A standard solution is one that has a precisely known concentration. Making a standard solution involves dissolving a precisely-known mass of solute in a precisely-known volume of pure water.

The procedure to make 250 cm3 of a standard solution is:

1. Weigh out the required mass of solute using a balance with sufficient decimal places.
2. Transfer the solid to a beaker, washing any residual solid into the beaker with distilled water.
3. Add sufficient distilled water to dissolve the solid, but less than 250 cm3 , and stir with a glass rod to help the solid dissolve.
4. Once the solid has dissolved, transfer the solution using a funnel into a 250cm3  volumetric flask.
5. Wash the remaining solution from the beaker into the volumetric flask with a little distilled water, and rinse the glass rod and funnel into the volumetric flask with distilled water, ensuring that the total volume of the solution still does not exceed 250cm3 .
6. Use a pipette to bring the volume of the solution in the volumetric flask up to the graduated mark, so that the bottom of the meniscus is on the mark.
7. Stopper the volumetric flask and invert a few times to thoroughly mix the solution.

N.B.    A volumetric flask is a precision piece of glassware and must never be heated.

## Amount of substance

When carrying out reactions, we do all our calculations in moles. Moles are the correct System Internationale (SI) unit for ‘amount of substance’. We need to understand that the numbers in front of formulae in balanced equations (the stoichiometry) are numbers of moles.

### Using masses (solids, liquids or gases)

Solids are measured out by mass. Sometimes masses of pure liquids may be measured out, although volume would be more usual. Masses of gases are occasionally used.

We convert to/from moles using: moles = mass ÷ Mr       and        mass = moles × Mr

### Using volume and density (pure liquids)

For pure liquids, the density of the liquid (units: grams per cm3) is used to allow us to convert between volume and mass. We need to ensure the volume of liquid is measured in the same units as the density – cm3 is most convenient.

mass = volume (in cm3) × density,  therefore    moles = (volume × density) ÷ Mr

and   volume (cm3) = (moles x Mr) ÷ density

### Using volume and concentration (for solutions only)

As previously explained, for a solution we use: moles = concentration x volume (in dm3)

and volume (in dm3) = moles / concentration

### Using gaseous volumes

It is not very convenient to measure the mass of gases. We normally measure the amount of a gas by volume.

Avagadro’s Law:   Equal volumes of all gases, measured at the same temperature and pressure contain the same number of molecules (and hence moles).

If we know the molar gas volume at the temperature and pressure we are using, then we can use the relationships: moles = volume (in dm3)  ÷  molar gas volume (in dm3)

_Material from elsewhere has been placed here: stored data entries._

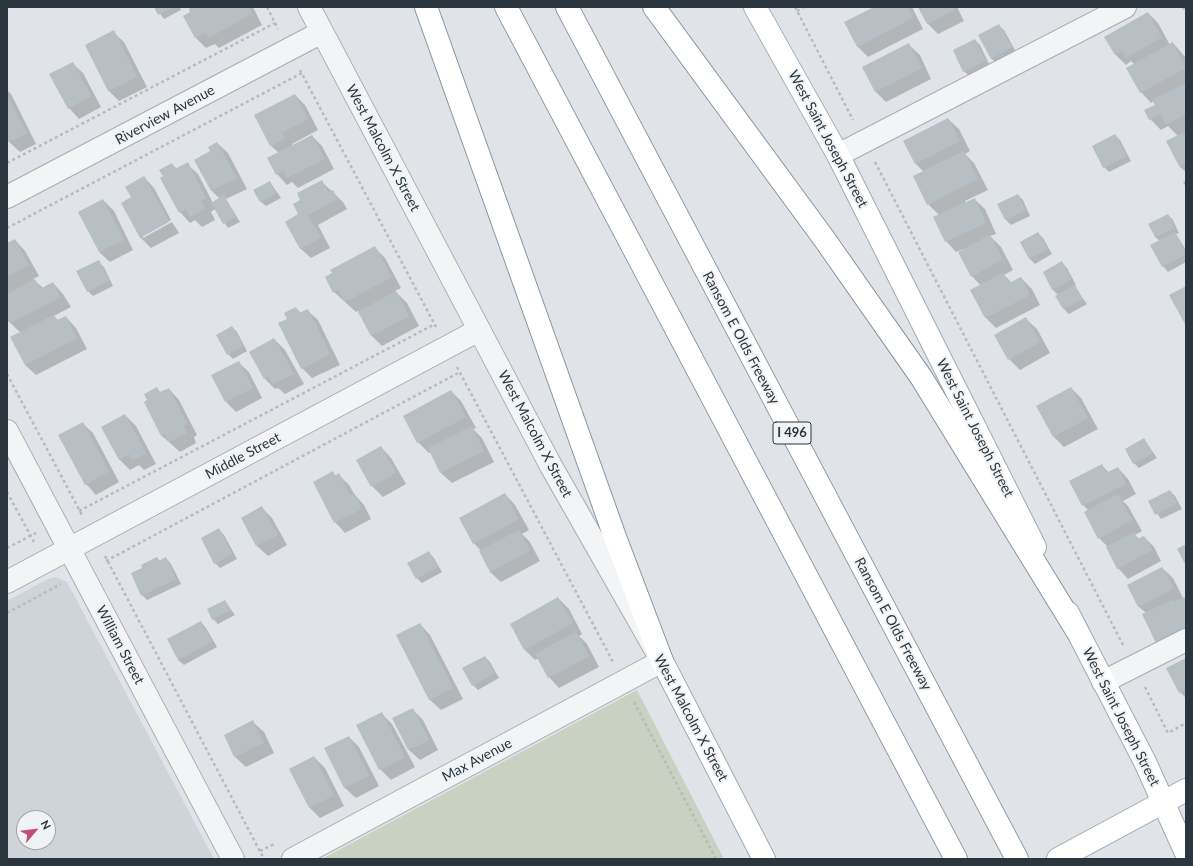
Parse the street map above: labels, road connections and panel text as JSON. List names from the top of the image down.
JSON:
{
  "streets": {
    "main road": [
      "West Saint Joseph Street",
      "West Malcolm X Street",
      "Ransom E Olds Freeway",
      "I 496"
    ],
    "street": [
      "Riverview Avenue",
      "Middle Street",
      "William Street",
      "Max Avenue"
    ]
  },
  "crossings": [
    ["Riverview Avenue", "West Malcolm X Street"],
    ["West Malcolm X Street", "Middle Street"],
    ["West Malcolm X Street", "Max Avenue"],
    ["Middle Street", "William Street"]
  ],
  "north": "top right"
}
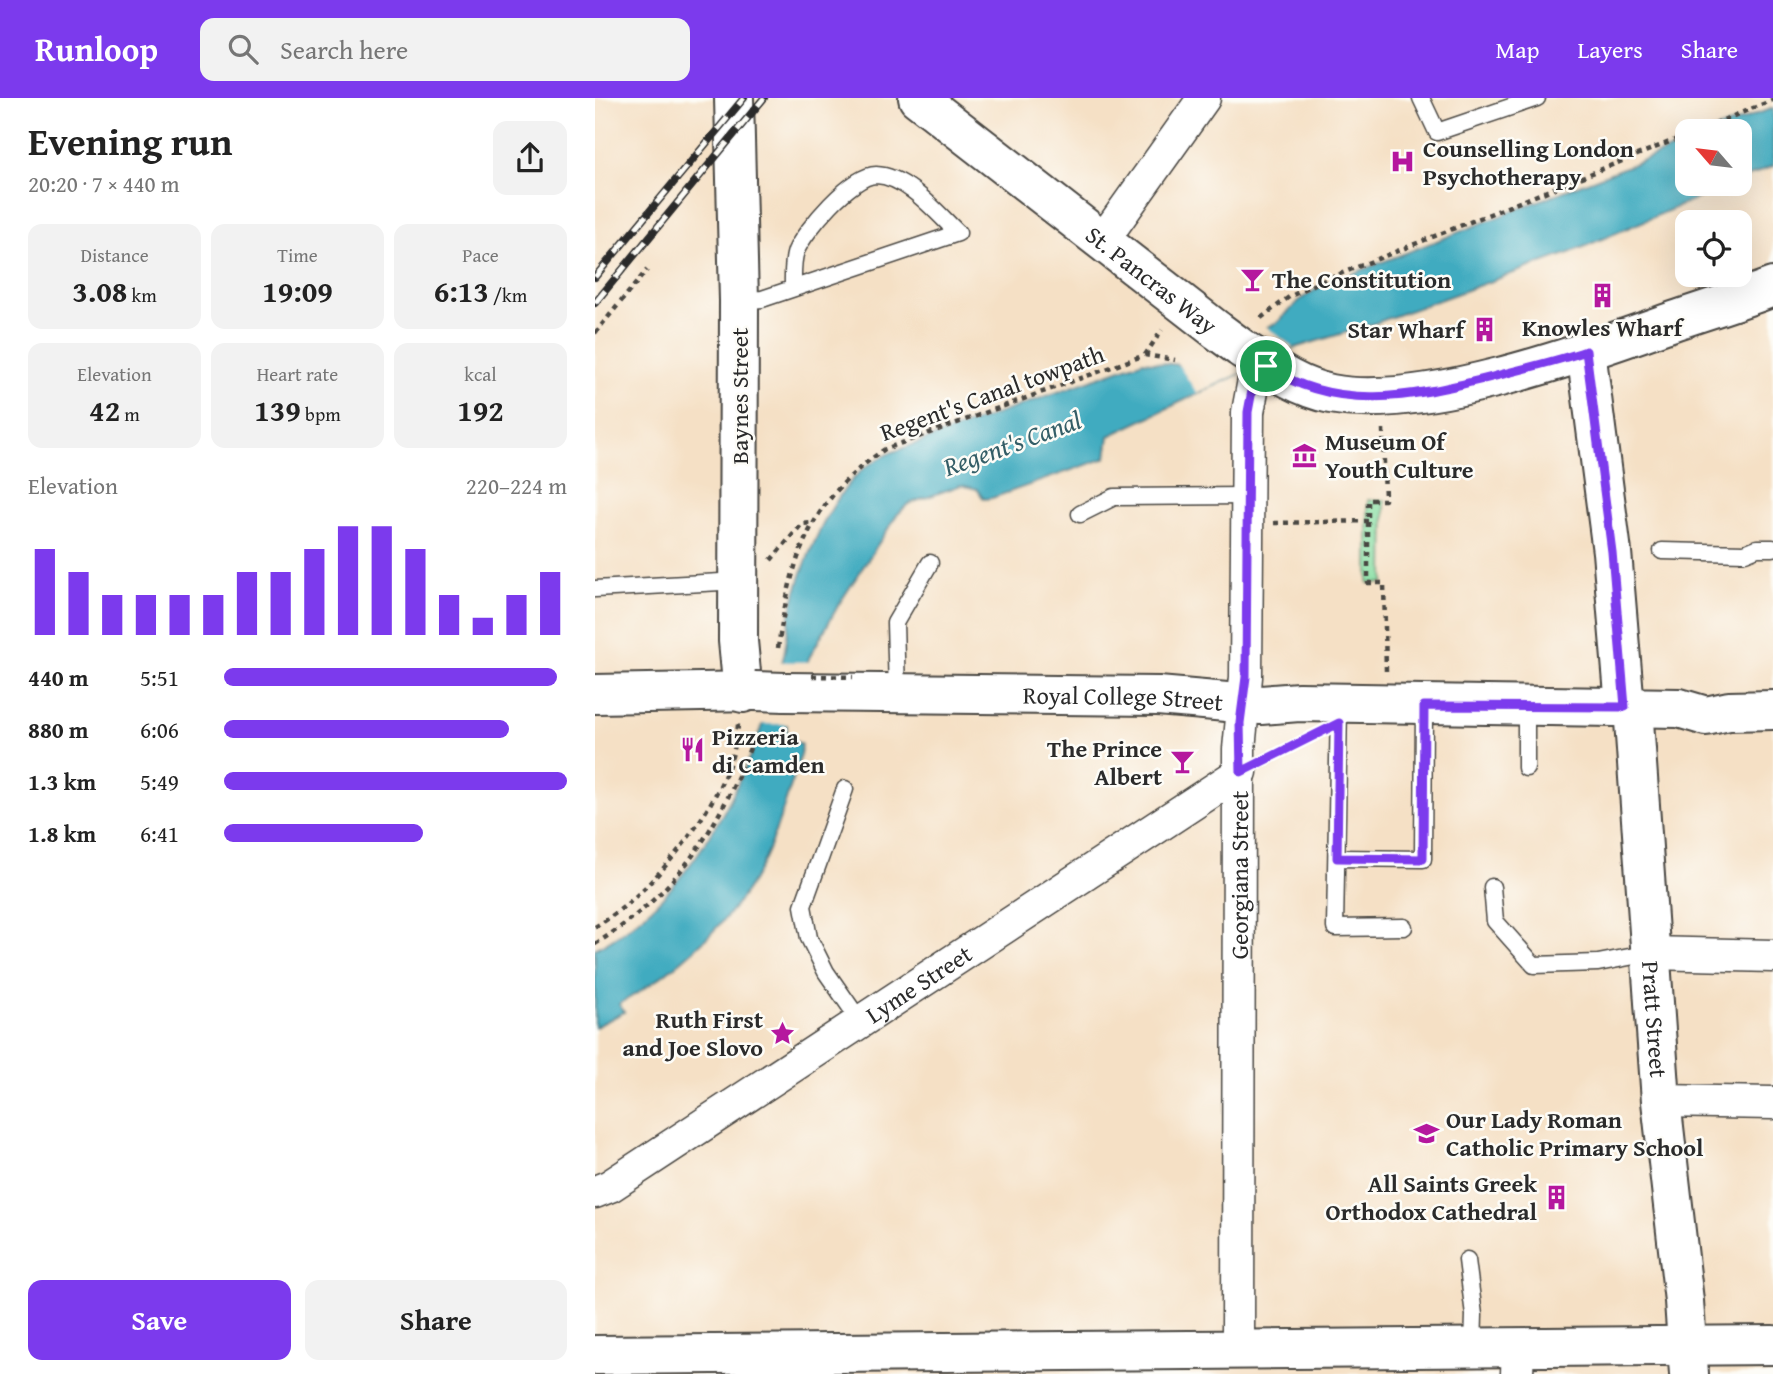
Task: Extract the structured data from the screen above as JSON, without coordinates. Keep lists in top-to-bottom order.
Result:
{
  "streets": {
    "main road": [
      "St. Pancras Way",
      "Baynes Street",
      "Royal College Street",
      "Pratt Street"
    ],
    "street": ["Georgiana Street", "Lyme Street"],
    "path": ["Regent's Canal towpath"]
  },
  "crossings": [
    ["St. Pancras Way", "Georgiana Street"],
    ["St. Pancras Way", "Pratt Street"],
    ["Baynes Street", "Royal College Street"],
    ["Royal College Street", "Georgiana Street"],
    ["Royal College Street", "Pratt Street"],
    ["Georgiana Street", "Lyme Street"]
  ],
  "water": ["Regent's Canal"],
  "places": {
    "hospital": ["Counselling London Psychotherapy"],
    "bar": ["The Constitution", "The Prince Albert"],
    "building": ["Knowles Wharf", "Star Wharf", "All Saints Greek Orthodox Cathedral"],
    "museum": ["Museum Of Youth Culture"],
    "restaurant": ["Pizzeria di Camden"],
    "place": ["Ruth First and Joe Slovo"],
    "school or university": ["Our Lady Roman Catholic Primary School"]
  },
  "north": "top left",
  "page": {
    "header": "Runloop",
    "search": "Search here",
    "nav": ["Map", "Layers", "Share"],
    "heading": ["Evening run", "20:20 · 7 × 440 m"],
    "stats": [
      ["Distance", "3.08 km"],
      ["Time", "19:09"],
      ["Pace", "6:13 /km"],
      ["Elevation", "42 m"],
      ["Heart rate", "139 bpm"],
      ["kcal", "192"]
    ],
    "chart": ["Elevation", "220–224 m"],
    "list": [
      {
        "name": "440 m",
        "note": "5:51"
      },
      {
        "name": "880 m",
        "note": "6:06"
      },
      {
        "name": "1.3 km",
        "note": "5:49"
      },
      {
        "name": "1.8 km",
        "note": "6:41"
      }
    ],
    "buttons": ["Save", "Share"]
  }
}
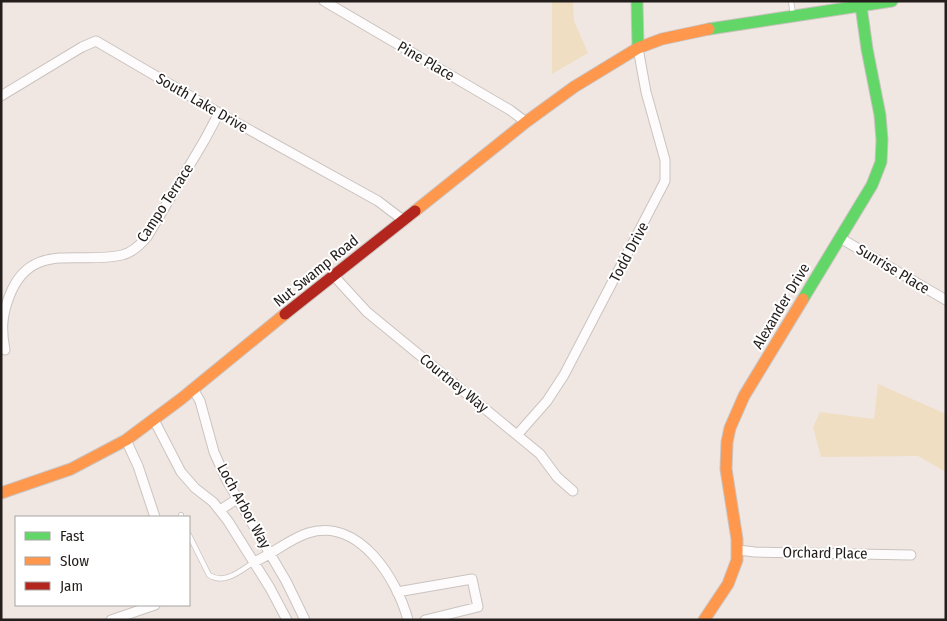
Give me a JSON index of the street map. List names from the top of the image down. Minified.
{"streets":{"main road":["Nut Swamp Road","Alexander Drive"],"street":["Pine Place","South Lake Drive","Campo Terrace","Todd Drive","Sunrise Place","Courtney Way","Loch Arbor Way","Orchard Place"]},"crossings":[["Pine Place","Nut Swamp Road"],["South Lake Drive","Campo Terrace"],["South Lake Drive","Nut Swamp Road"],["Todd Drive","Nut Swamp Road"],["Todd Drive","Courtney Way"],["Sunrise Place","Alexander Drive"],["Nut Swamp Road","Alexander Drive"],["Nut Swamp Road","Courtney Way"],["Nut Swamp Road","Loch Arbor Way"],["Alexander Drive","Orchard Place"]],"legend":["Fast","Slow","Jam"]}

and   volume (in dm3) = moles  ×  molar gas volume (in dm3)

At room temperature and pressure (denoted r.t.p.) the molar volume volume (the volume of one mole of any gas) is taken to be 24.0 dm3 (which is 24,000 cm3).

Under other conditions when we don’t know the molar gas volume we make use of the ideal gas equation. This states that:

pV = nRT       where p = pressure in Pascals    [from kPa to Pa:  multiply by 103]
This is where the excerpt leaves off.